= Dataset records =
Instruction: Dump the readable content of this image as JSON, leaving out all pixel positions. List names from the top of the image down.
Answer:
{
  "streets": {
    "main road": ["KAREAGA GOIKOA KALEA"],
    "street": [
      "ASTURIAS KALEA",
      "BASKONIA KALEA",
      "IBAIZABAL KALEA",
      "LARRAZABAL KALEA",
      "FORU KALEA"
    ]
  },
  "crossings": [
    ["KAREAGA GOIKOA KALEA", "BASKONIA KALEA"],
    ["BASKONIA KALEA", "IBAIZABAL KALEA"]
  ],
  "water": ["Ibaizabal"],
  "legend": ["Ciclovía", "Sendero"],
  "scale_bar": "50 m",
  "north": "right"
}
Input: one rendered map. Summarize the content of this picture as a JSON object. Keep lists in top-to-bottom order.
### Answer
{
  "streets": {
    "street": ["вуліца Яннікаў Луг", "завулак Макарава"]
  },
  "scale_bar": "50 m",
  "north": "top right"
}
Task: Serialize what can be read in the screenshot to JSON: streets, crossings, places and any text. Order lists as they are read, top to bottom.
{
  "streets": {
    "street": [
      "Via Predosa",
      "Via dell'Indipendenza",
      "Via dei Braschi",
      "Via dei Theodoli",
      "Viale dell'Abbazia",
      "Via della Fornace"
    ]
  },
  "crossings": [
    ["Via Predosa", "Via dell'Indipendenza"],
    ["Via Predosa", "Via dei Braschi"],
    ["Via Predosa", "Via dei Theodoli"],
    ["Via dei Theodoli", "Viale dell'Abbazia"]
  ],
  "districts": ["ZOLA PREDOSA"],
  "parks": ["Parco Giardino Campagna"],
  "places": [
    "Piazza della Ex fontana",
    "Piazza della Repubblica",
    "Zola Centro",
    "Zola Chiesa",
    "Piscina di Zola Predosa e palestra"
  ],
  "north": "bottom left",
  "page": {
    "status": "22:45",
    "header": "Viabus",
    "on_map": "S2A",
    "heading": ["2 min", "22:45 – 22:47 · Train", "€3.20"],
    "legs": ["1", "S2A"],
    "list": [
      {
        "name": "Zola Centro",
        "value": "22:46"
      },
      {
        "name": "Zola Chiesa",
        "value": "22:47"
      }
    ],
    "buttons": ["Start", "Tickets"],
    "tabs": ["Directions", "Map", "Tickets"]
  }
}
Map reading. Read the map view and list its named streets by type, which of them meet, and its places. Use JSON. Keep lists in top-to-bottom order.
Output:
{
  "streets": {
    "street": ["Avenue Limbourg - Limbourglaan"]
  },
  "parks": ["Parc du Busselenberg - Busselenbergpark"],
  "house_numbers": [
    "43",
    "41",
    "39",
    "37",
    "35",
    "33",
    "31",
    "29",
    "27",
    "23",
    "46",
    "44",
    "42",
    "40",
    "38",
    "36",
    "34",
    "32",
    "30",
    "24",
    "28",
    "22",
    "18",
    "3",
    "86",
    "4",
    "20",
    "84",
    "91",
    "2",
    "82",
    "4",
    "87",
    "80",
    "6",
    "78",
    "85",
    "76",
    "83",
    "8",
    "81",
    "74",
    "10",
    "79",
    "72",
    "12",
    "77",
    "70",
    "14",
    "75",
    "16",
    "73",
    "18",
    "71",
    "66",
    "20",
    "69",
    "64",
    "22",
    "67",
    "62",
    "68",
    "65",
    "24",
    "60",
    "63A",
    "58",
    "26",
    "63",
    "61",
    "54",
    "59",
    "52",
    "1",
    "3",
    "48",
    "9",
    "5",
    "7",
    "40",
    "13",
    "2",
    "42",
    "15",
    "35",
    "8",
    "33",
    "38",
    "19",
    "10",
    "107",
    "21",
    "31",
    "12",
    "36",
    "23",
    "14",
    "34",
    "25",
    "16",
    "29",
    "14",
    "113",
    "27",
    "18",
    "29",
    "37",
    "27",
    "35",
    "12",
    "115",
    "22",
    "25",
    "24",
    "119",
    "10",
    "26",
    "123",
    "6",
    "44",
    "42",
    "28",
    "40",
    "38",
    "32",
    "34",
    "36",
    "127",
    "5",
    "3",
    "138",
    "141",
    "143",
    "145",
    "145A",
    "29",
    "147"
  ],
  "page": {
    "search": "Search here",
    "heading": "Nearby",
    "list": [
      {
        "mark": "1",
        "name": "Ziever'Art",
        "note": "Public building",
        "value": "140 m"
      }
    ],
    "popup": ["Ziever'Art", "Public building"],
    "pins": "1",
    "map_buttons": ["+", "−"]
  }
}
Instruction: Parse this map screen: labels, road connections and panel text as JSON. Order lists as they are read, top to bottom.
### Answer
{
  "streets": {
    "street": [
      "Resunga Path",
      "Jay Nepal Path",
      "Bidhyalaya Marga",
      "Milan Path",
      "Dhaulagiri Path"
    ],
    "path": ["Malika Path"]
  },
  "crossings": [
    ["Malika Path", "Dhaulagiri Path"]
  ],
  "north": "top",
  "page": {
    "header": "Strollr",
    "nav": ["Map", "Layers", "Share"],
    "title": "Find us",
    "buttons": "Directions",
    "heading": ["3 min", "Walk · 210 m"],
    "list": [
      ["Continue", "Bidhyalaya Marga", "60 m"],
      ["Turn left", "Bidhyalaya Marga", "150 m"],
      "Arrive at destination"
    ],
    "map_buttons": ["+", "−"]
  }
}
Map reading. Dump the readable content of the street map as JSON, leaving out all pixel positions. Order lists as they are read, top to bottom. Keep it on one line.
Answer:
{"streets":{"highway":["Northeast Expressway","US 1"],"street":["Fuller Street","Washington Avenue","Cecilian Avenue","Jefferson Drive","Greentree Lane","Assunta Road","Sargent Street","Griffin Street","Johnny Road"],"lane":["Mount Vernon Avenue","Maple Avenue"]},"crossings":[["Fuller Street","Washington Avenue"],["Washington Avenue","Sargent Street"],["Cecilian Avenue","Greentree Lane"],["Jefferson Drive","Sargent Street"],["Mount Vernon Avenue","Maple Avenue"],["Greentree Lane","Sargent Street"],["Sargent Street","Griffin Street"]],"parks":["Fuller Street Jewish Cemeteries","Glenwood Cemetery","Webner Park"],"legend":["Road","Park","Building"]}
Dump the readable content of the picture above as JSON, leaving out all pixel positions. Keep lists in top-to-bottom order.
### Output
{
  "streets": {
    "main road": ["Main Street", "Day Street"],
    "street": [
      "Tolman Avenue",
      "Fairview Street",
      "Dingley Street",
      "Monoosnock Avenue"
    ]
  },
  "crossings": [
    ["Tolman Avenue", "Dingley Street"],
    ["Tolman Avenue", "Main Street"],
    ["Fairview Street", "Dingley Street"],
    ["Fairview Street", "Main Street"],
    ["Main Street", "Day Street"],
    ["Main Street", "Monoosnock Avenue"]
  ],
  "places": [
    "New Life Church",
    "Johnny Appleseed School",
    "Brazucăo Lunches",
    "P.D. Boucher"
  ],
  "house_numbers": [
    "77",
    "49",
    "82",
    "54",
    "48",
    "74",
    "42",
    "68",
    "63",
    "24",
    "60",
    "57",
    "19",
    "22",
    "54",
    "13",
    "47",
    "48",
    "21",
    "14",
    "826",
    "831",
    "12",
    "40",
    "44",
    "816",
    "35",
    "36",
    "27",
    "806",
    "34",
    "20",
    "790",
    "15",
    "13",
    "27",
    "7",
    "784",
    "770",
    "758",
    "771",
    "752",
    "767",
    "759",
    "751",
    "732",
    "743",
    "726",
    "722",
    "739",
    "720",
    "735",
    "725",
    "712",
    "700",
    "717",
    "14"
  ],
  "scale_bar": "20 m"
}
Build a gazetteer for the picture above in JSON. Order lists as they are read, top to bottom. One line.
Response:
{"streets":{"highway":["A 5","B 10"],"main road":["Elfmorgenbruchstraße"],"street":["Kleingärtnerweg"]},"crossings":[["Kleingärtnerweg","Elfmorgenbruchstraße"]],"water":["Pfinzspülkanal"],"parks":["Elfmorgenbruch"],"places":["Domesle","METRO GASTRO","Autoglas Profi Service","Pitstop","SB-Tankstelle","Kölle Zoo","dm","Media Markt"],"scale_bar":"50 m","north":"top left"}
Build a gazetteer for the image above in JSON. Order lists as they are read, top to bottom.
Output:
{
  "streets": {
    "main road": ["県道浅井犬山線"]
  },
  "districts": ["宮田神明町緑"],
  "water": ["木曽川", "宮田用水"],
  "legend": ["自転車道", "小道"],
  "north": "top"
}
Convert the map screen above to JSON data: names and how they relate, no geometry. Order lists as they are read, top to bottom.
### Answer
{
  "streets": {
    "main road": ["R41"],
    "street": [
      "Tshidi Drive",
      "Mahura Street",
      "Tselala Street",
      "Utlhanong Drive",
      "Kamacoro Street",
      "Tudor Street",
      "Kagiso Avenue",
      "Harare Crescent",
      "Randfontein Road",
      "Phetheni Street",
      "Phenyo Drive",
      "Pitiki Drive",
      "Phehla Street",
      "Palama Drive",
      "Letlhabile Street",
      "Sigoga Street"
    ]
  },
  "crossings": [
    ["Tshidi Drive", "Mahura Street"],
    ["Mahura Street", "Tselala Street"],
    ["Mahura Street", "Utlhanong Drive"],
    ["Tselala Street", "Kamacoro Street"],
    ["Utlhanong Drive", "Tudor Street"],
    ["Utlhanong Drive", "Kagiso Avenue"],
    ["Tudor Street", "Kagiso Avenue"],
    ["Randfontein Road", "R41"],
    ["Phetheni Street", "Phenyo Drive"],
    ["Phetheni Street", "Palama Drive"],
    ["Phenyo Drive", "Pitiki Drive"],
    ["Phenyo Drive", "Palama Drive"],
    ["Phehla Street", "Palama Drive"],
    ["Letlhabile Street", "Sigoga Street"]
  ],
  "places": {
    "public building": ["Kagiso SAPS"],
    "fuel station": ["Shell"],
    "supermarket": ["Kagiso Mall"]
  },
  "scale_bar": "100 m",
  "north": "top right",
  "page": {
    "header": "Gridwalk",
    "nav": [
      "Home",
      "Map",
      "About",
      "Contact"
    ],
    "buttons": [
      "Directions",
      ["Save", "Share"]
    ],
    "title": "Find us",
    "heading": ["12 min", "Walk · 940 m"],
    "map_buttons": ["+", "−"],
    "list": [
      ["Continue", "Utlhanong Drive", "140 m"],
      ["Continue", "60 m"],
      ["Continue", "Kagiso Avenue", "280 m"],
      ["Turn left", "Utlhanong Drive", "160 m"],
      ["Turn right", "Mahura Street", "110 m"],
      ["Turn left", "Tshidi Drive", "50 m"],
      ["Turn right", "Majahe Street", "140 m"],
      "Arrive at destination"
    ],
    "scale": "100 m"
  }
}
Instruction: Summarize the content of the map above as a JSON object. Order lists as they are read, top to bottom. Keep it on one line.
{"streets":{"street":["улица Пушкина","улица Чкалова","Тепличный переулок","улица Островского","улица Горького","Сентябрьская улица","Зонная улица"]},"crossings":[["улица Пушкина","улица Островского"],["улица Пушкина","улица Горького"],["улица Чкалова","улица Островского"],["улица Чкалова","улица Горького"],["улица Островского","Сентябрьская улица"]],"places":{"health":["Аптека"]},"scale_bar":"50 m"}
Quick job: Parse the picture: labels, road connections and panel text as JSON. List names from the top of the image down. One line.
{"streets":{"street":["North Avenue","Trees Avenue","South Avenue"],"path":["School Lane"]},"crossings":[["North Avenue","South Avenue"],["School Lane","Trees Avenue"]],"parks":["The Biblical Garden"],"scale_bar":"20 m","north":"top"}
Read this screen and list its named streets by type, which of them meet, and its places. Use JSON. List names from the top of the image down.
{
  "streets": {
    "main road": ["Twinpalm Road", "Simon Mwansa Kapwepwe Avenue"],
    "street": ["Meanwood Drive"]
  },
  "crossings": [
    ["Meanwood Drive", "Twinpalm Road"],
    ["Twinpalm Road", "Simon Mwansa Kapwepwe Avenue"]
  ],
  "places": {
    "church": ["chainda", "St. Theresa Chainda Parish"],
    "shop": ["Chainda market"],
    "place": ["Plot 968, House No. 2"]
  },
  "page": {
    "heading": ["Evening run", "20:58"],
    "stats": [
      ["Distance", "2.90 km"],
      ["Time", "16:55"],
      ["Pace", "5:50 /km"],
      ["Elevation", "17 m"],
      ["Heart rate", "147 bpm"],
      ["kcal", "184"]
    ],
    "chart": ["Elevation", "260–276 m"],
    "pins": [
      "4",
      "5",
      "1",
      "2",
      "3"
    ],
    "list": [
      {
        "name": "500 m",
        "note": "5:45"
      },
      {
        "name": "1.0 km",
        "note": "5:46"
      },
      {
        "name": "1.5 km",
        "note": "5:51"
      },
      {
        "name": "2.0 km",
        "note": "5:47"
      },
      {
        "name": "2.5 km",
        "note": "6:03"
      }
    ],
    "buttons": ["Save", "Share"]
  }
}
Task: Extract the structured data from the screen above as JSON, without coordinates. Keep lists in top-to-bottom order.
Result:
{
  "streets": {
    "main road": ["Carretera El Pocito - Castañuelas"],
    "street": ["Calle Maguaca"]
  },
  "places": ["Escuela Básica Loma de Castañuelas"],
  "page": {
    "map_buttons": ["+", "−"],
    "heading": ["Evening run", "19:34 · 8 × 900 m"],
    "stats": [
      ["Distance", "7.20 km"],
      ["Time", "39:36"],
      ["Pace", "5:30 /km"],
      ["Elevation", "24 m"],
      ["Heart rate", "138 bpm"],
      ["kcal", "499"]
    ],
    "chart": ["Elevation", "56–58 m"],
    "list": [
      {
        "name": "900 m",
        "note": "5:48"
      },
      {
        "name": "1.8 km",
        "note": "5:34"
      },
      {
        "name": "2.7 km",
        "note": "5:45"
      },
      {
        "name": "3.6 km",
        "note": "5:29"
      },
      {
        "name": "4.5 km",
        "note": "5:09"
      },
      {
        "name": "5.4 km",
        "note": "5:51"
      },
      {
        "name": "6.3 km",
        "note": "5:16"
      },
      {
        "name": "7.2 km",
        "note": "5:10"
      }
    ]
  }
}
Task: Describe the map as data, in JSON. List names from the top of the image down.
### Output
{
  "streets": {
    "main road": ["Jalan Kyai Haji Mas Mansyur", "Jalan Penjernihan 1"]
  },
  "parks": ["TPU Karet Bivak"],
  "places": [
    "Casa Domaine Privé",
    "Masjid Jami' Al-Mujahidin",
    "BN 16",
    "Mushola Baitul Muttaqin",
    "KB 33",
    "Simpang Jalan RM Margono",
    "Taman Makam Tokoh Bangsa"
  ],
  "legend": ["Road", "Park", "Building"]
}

= Problem details =
Task for the records above: copy every line in which the word "reading" occurs.

= Solved problem =
Map reading. Read the map view and list its named streets by type, which of them meet, and its places. Use JSON. Keep lists in top-to-bottom order.
Map reading. Dump the readable content of the street map as JSON, leaving out all pixel positions. Order lists as they are read, top to bottom. Keep it on one line.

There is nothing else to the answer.